🤖 AI Summary
This work addresses a key limitation of traditional conformal prediction, which guarantees only marginal coverage without independent control over upper and lower tail risks. The authors propose a novel split-conformal approach that constructs one-sided prediction intervals—each marginally valid for its respective tail—and derives a two-sided interval via their intersection. This framework provides, for the first time, finite-sample or asymptotic guarantees of tail-specific coverage. By moving beyond the conventional focus on overall coverage, the method significantly improves directional calibration in simulations with skewed data and enables practical applications such as financial portfolio optimization, where it effectively supports return maximization while rigorously controlling left-tail risk.
📝 Abstract
This paper extends classical conformal frameworks for constructing prediction intervals with global marginal coverage $1-α$ to intervals that provide explicitly calibrated guarantees for the upper and lower tails separately.

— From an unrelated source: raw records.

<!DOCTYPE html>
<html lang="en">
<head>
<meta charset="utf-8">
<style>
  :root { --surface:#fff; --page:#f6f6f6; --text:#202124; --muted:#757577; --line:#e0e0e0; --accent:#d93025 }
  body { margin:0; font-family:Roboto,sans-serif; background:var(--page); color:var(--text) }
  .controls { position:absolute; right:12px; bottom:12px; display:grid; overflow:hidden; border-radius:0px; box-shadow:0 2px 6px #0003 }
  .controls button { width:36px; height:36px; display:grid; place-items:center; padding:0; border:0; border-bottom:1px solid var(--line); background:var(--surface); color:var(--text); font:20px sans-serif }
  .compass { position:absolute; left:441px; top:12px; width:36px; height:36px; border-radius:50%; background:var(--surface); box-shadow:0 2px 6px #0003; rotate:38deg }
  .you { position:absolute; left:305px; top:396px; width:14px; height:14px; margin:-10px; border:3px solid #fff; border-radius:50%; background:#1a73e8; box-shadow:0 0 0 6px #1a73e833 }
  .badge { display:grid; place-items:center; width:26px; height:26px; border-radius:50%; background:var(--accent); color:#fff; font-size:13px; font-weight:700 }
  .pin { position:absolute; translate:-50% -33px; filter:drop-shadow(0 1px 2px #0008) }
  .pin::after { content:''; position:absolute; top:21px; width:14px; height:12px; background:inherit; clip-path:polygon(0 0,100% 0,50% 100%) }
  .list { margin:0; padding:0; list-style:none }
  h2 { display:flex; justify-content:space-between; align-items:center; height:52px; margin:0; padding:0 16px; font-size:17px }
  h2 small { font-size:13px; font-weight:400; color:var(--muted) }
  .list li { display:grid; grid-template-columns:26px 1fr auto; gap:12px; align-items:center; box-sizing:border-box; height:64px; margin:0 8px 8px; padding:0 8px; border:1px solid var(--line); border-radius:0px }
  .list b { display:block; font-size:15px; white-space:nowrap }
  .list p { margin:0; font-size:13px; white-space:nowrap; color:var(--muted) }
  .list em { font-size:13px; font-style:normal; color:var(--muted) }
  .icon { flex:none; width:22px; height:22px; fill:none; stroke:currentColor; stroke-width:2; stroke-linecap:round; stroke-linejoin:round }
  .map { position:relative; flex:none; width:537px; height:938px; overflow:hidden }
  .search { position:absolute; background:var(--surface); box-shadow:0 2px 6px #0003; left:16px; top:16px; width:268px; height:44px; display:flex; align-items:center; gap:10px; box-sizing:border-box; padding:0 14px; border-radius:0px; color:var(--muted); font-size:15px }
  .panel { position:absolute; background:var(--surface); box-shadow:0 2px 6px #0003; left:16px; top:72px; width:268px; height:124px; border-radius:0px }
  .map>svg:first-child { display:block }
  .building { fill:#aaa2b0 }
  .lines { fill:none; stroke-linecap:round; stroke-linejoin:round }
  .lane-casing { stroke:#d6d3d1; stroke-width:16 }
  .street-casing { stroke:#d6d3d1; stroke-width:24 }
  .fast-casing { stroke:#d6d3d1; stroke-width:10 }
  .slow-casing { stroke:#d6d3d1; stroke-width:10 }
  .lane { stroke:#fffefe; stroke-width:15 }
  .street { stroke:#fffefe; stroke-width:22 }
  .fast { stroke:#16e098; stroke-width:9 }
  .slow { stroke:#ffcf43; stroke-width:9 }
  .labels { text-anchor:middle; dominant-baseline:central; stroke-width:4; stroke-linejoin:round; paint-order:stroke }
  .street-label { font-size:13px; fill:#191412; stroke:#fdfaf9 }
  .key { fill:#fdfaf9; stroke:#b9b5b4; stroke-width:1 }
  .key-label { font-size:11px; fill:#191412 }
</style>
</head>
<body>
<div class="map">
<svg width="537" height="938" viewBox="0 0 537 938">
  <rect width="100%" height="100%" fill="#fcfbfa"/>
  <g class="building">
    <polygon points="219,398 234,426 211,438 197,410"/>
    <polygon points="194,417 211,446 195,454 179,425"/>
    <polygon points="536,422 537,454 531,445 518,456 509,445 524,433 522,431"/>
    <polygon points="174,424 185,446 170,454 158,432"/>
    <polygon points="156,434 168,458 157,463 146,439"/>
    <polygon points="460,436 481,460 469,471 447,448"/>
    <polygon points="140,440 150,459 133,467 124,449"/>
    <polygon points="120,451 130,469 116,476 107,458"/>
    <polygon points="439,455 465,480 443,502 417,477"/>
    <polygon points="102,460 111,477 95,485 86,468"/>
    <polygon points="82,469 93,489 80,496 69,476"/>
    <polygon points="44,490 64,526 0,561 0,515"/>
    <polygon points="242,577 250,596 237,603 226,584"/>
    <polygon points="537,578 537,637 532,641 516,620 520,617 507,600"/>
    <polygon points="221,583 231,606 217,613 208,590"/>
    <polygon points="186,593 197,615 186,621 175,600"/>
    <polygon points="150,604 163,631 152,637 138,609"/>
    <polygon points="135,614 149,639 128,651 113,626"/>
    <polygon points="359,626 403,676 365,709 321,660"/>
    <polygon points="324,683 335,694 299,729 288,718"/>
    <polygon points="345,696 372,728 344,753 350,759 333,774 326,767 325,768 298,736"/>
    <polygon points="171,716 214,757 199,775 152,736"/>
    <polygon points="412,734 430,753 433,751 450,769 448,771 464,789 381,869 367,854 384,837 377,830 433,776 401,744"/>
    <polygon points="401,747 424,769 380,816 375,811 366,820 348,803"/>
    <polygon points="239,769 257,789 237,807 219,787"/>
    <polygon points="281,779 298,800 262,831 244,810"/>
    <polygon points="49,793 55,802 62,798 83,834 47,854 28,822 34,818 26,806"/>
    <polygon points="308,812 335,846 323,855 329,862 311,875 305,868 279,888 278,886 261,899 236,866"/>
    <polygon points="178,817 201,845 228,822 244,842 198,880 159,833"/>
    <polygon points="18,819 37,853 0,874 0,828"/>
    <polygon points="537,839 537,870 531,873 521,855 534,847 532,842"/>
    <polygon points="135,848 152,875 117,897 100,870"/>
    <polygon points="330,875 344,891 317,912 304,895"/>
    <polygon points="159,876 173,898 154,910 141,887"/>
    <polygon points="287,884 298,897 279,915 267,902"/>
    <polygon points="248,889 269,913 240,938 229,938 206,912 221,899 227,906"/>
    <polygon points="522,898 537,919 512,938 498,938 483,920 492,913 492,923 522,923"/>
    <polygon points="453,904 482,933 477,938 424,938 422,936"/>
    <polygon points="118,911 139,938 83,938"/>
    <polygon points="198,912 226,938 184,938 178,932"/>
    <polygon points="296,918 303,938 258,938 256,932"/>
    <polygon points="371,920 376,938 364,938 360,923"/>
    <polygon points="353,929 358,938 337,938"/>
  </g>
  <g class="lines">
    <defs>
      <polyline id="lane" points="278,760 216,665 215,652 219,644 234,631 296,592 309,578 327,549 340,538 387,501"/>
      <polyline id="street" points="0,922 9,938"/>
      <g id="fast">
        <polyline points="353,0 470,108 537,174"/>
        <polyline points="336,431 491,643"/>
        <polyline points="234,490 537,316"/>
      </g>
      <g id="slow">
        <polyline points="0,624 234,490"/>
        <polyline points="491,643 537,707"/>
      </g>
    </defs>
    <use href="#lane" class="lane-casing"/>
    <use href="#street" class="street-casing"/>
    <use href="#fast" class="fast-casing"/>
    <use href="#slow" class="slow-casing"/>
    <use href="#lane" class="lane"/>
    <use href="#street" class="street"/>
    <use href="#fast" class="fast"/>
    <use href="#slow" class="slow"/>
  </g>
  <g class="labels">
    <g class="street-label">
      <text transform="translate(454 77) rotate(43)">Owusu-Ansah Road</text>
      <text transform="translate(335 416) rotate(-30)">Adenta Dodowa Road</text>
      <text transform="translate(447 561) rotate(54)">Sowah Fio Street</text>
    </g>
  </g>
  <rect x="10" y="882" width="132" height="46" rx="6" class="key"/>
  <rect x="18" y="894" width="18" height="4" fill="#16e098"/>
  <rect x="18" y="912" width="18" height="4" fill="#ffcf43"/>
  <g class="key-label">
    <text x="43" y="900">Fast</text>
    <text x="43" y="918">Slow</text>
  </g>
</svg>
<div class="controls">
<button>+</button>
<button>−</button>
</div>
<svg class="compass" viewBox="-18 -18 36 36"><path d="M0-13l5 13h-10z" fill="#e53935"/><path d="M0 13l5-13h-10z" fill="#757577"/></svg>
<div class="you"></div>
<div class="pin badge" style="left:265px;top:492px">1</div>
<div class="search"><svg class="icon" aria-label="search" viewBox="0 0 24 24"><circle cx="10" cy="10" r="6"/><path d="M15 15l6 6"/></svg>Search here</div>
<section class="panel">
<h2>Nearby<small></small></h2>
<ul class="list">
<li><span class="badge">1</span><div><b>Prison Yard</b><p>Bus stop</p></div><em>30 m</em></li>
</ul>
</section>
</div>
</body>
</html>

Focusing on split conformal prediction, we first construct lower and upper one-sided conformal intervals that achieve marginal validity, and then derive the induced two-sided interval by intersection. Theoretical results prove both tail-specific and global marginal coverage of the induced two-sided interval. Results are presented first for the exchangeable setting, where coverage has finite-sample guarantees, and then for non-exchangeable data, where guarantees are asymptotic. Simulation studies show that the proposed approach achieves improved directional calibration relative to classical two-sided intervals, especially relevant in skewed data. Finally, the benefit of the proposed framework is showcased in a financial application, where one aims for return maximization while seeking strict control on the left tail.